(Saved data entries)
:::::
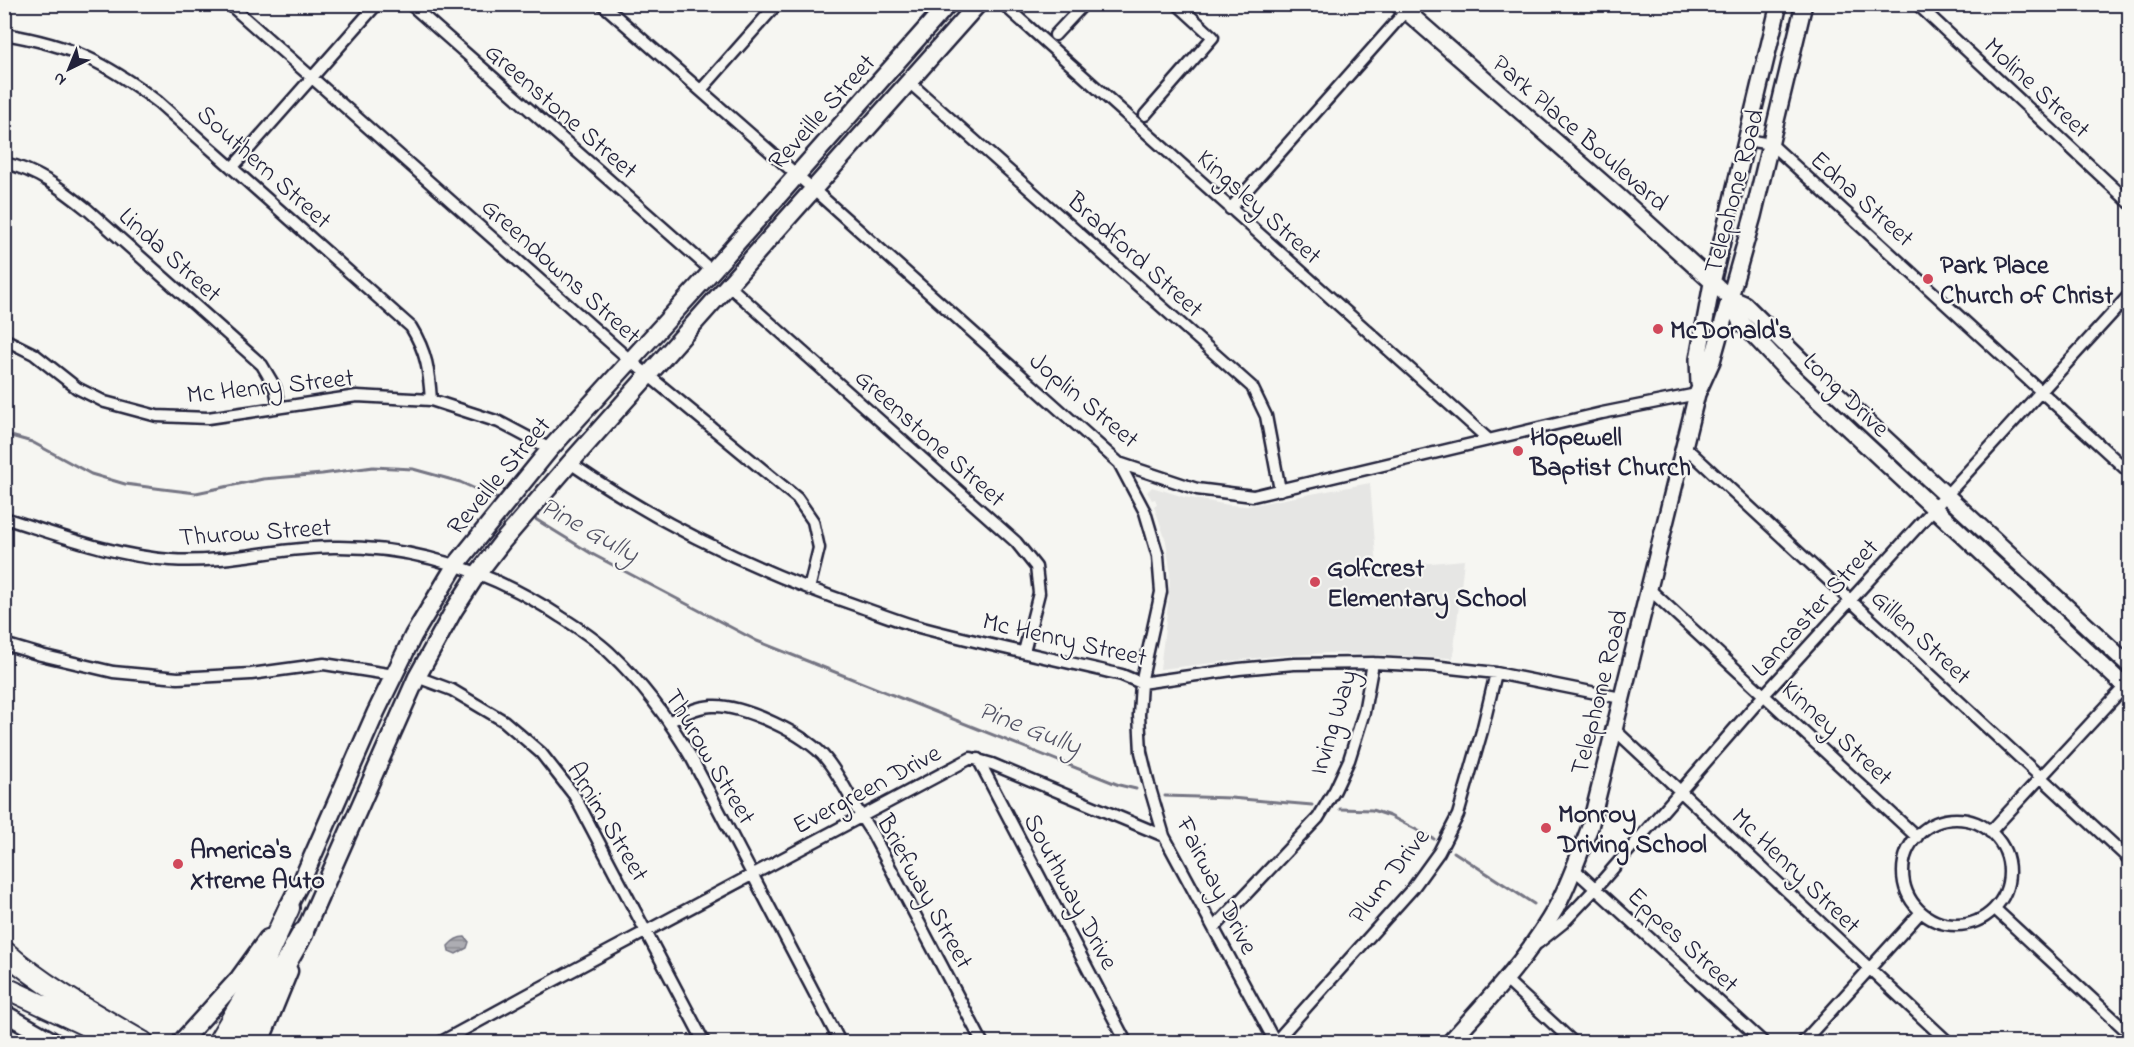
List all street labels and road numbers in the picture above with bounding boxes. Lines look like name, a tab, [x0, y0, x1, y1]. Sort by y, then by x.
street label: Moline Street	[1974, 30, 2098, 149]
street label: Greenstone Street	[475, 35, 645, 190]
street label: Reveille Street	[760, 46, 886, 180]
street label: Park Place Boulevard	[1482, 47, 1676, 222]
street label: Southern Street	[187, 97, 339, 240]
street label: Telephone Road	[1696, 105, 1776, 278]
street label: Kingsley Street	[1187, 141, 1329, 275]
street label: Edna Street	[1800, 143, 1922, 258]
street label: Bradford Street	[1056, 184, 1211, 328]
street label: Greendowns Street	[472, 190, 649, 355]
street label: Linda Street	[109, 199, 229, 313]
street label: Joplin Street	[1020, 344, 1147, 459]
street label: Long Drive	[1793, 345, 1897, 448]
street label: Mc Henry Street	[185, 360, 356, 416]
street label: Greenstone Street	[845, 361, 1013, 518]
street label: Reveille Street	[439, 409, 562, 545]
street label: Thurow Street	[178, 510, 333, 558]
street label: Lancaster Street	[1743, 531, 1889, 687]
street label: Gillen Street	[1861, 581, 1979, 695]
street label: Mc Henry Street	[978, 604, 1151, 678]
street label: Telephone Road	[1562, 606, 1640, 779]
street label: Irving Way	[1301, 665, 1369, 780]
street label: Kinney Street	[1771, 672, 1901, 796]
street label: Thurow Street	[653, 682, 764, 833]
street label: Evergreen Drive	[787, 735, 949, 846]
street label: Arnim Street	[556, 755, 657, 890]
street label: Mc Henry Street	[1721, 800, 1869, 944]
street label: Briefway Street	[865, 807, 982, 977]
street label: Southway Drive	[1012, 807, 1127, 978]
street label: Fairway Drive	[1164, 810, 1266, 962]
street label: Plum Drive	[1340, 820, 1441, 933]
street label: Eppes Street	[1617, 879, 1747, 1003]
:::::
• _WHAT IS REQUIRED_: In the entries above, find each line that has the word "Telephone". Copy it.

• _COMPLETED EXERCISE_:
street label: Telephone Road	[1696, 105, 1776, 278]
street label: Telephone Road	[1562, 606, 1640, 779]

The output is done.